I am using Julia and I got a dataframe with 42 values, of which 2 are missing.
This values are prices that go from 0.23 to 0.3
I am trying to get a new column that tells if its cheap or expensive by a ifelse
statement.
the ifelse should go:
df.x_category=ifelse.(df.x .< mean(df.x),"cheap", "expensive")
but i get the following error:
ERROR: TypeError: non-boolean (Missing) used in boolean context
Is there a way to skip those missing values?
I tried with:
df.x_category=ifelse.(skipmissing(df.x) .< mean(skipmissing(df.x)),"cheap", "expensive")
but get this error:
ERROR: ArgumentError: New columns must have the same length as old columns
I can't just delete missing observations.
How can i make this?
Thanks in advance!
CodePudding user response:
ifelse
can handle only 2 values and you need handle 3.
Assuming that you have
df = DataFrame(x=rand([0.23,0.3,missing], 10))
than mean(df.x)
yields a missing
since some of values are missing
s. You need to do instead mean(skipmissing(df.x)))
.
Hence the code could be:
julia> map(x -> ismissing(x) ? missing : ifelse(x,"cheap", "expensive"), df.x .< mean(skipmissing(df.x)))

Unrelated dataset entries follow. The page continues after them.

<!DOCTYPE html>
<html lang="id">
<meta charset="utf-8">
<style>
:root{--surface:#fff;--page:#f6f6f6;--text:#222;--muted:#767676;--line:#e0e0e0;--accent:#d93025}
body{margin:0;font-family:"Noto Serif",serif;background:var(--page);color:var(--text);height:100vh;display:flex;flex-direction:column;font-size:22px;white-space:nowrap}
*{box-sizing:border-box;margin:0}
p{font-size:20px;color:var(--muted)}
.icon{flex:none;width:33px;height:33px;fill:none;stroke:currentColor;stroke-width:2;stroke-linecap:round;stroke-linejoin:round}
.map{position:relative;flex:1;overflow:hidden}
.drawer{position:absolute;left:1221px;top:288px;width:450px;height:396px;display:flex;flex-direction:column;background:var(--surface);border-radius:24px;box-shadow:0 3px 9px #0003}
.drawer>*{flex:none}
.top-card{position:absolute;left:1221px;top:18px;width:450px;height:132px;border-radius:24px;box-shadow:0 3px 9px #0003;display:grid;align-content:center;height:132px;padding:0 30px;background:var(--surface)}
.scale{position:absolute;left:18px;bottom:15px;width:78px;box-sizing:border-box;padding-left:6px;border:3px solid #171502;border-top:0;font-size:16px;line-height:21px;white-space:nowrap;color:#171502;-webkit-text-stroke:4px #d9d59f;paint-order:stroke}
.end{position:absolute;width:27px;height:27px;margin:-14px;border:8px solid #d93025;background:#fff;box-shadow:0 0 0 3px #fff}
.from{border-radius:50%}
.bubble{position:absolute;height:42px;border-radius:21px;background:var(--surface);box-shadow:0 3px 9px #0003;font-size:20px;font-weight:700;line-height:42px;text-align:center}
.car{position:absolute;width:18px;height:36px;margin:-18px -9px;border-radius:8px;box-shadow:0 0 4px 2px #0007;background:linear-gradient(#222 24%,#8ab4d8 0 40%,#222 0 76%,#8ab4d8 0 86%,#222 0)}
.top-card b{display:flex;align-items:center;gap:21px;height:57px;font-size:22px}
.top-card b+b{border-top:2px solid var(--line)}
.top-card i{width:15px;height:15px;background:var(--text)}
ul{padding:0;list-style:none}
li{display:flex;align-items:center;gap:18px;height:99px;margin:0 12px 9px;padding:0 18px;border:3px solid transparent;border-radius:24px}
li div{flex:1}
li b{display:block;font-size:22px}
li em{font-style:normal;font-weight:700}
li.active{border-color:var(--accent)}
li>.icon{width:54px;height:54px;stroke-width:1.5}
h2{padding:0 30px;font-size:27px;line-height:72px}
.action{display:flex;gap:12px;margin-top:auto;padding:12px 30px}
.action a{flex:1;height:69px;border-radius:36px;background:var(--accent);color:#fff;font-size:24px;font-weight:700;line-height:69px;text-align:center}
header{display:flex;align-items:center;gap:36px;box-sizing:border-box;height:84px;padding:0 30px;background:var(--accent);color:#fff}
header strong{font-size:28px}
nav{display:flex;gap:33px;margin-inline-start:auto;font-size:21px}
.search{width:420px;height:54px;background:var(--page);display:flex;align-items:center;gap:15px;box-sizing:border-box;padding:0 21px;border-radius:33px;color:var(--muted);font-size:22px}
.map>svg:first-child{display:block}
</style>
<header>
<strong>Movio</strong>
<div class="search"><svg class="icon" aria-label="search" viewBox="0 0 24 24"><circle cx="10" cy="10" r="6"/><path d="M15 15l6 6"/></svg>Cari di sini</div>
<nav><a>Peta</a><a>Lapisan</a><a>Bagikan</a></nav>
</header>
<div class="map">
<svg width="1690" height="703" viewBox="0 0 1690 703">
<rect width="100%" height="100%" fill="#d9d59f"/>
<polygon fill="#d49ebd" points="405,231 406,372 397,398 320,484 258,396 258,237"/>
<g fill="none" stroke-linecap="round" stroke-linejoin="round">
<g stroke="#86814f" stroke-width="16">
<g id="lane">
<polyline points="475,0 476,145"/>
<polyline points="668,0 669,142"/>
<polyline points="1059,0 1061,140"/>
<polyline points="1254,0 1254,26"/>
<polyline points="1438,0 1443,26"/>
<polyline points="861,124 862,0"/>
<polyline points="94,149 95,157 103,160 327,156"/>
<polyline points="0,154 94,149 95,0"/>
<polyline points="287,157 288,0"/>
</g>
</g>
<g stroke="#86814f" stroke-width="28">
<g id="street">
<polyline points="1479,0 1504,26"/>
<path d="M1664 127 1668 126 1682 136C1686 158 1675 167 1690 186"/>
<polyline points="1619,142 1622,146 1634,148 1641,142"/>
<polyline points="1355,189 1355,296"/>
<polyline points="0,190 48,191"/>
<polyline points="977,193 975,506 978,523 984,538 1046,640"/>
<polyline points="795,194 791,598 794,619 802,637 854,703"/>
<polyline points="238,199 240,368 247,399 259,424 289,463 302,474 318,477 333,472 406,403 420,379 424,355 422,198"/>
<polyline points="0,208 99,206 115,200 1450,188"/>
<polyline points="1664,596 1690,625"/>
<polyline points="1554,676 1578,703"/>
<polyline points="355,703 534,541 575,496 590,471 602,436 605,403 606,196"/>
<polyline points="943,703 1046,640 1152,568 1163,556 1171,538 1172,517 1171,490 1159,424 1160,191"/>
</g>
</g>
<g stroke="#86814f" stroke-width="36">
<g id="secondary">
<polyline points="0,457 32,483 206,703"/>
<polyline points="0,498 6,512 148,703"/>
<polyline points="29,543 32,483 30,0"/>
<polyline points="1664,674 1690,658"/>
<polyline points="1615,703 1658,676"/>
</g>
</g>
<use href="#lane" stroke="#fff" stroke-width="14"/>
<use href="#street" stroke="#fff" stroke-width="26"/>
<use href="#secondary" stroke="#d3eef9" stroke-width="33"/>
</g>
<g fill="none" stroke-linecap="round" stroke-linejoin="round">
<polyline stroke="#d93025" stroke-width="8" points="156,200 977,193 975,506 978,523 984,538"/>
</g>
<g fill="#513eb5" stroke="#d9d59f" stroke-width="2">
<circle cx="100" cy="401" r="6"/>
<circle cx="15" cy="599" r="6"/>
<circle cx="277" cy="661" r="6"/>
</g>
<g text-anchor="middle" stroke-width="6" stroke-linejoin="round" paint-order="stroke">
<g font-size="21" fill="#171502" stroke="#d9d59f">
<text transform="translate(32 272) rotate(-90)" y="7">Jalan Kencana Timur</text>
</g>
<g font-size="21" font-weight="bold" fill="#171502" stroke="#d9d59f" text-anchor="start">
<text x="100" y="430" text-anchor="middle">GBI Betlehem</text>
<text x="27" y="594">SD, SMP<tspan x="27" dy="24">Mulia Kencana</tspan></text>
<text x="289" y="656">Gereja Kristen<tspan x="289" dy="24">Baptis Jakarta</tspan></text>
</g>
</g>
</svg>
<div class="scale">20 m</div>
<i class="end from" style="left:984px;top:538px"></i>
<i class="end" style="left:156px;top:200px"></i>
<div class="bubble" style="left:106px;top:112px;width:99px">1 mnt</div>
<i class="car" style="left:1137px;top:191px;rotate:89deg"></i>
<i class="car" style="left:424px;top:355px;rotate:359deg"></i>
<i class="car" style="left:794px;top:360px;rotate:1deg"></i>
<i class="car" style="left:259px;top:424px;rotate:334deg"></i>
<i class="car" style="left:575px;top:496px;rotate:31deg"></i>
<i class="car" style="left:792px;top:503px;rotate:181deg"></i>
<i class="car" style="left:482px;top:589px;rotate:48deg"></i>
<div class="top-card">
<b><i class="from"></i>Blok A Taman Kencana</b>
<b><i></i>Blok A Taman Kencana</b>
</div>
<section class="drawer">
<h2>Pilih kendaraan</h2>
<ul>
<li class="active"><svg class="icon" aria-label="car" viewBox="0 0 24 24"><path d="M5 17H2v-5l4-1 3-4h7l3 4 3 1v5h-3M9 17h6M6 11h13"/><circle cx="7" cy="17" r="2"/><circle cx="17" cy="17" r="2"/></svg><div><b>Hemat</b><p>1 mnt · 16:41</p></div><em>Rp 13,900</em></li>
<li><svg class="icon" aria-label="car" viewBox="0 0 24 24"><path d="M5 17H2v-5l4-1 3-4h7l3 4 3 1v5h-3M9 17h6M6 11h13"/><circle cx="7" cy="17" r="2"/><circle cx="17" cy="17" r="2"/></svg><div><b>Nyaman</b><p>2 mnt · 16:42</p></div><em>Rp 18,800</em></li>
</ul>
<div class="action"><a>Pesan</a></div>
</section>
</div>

10-element Vector{Union{Missing, String}}:
missing
missing
"cheap"
missing
"expensive"
missing
missing
missing
"cheap"
"cheap"
Here I have combined ifelse with map
for handling the missing value there are other ways but each one will require nesting some conditional function.
CodePudding user response:
You can try something like this. Using toy data.
- First get your string values from
ifelse
into a vector. - Then prepare the string vector by converting it to a Union of strings and missing to hold missing values.
- Finally put the missing values into the vector.
julia> using DataFrames, Random
julia> vec = ifelse.(df.d[ismissing.(df.d) .== false] .> 0.5,"higher","lower")
40-element Vector{String}:
"higher"
"lower"
"lower"
etc...
julia> vec = convert(Vector{Union{Missing,String}}, vec)
40-element Vector{Union{Missing, String}}
julia> for i in findall(ismissing.(df.d)) insert!(vec, i, missing) end
julia> df.x = vec
julia> df
42×2 DataFrame
Row │ d x
│ Float64? String?
─────┼──────────────────────────
1 │ 0.533183 higher
2 │ 0.454029 lower
3 │ 0.0176868 lower
4 │ 0.172933 lower
5 │ 0.958926 higher
6 │ 0.973566 higher
7 │ 0.30387 lower
8 │ 0.176909 lower
9 │ 0.956916 higher
10 │ 0.584284 higher
11 │ 0.937466 higher
12 │ missing missing
13 │ 0.422956 lower
etc...
Data
julia> Random.seed!(42)
MersenneTwister(42)
julia> data = Random.rand(42)
42-element Vector{Float64}:
0.5331830160438613
0.4540291355871424
etc...
julia> data = convert(Vector{Union{Missing,Float64}}, data)
42-element Vector{Union{Missing, Float64}}
julia> data[[12,34]] .= missing
2-element view(::Vector{Union{Missing, Float64}}, [12, 34]) with eltype Union{Missing, Float64}:
missing
missing
julia> df = DataFrame(d=data)
CodePudding user response:
i would do it with a function that returns cheap
, expensive
or missing
:
using Statistics
data = ifelse.(rand(Bool,100),missing,100*rand(100)) #generator for the data
meandata = mean(skipmissing(data)) #mean of the data
function category_select(x)
ismissing(x) && return missing #short-circuit operator
return ifelse(x<meandata,"cheap","expensive") #parentheses are optional
end
category_select2(x) = ismissing(x) ? missing : (x < meandata ? "cheap" : "expensive)
#broadcast values
x_category = category_selector.(data)
x_category = category_selector2.(data)
now, what is happening? there are two things with the ifelse
function:
- It evaluates both branches at the same time, so if one branch can error, it will error. take this example:
maybelog(x) = ifelse(x<0,zero(x),log(x)) #ifelse
maybelog2(x) = begin if x<0; zero(x);else;log(x);end #full if expression
maybelog3(x) = x<0 ? zero(x) : log(x) #ternary operator
maybelog
fails with x = -1, whereas maybelog2
and maybelog3
does not.
- The first argument is always a bool. In your initial expression,the result of
df.x .< mean(df.x)
can betrue
,false
ormissing
, soifelse
also fails there.
in your modified expression, the length of skipmissing(df.x)
is different than the length of x
as the first one doesnt count the missing values present in x, resulting in a smaller vector than the size of your dataframe.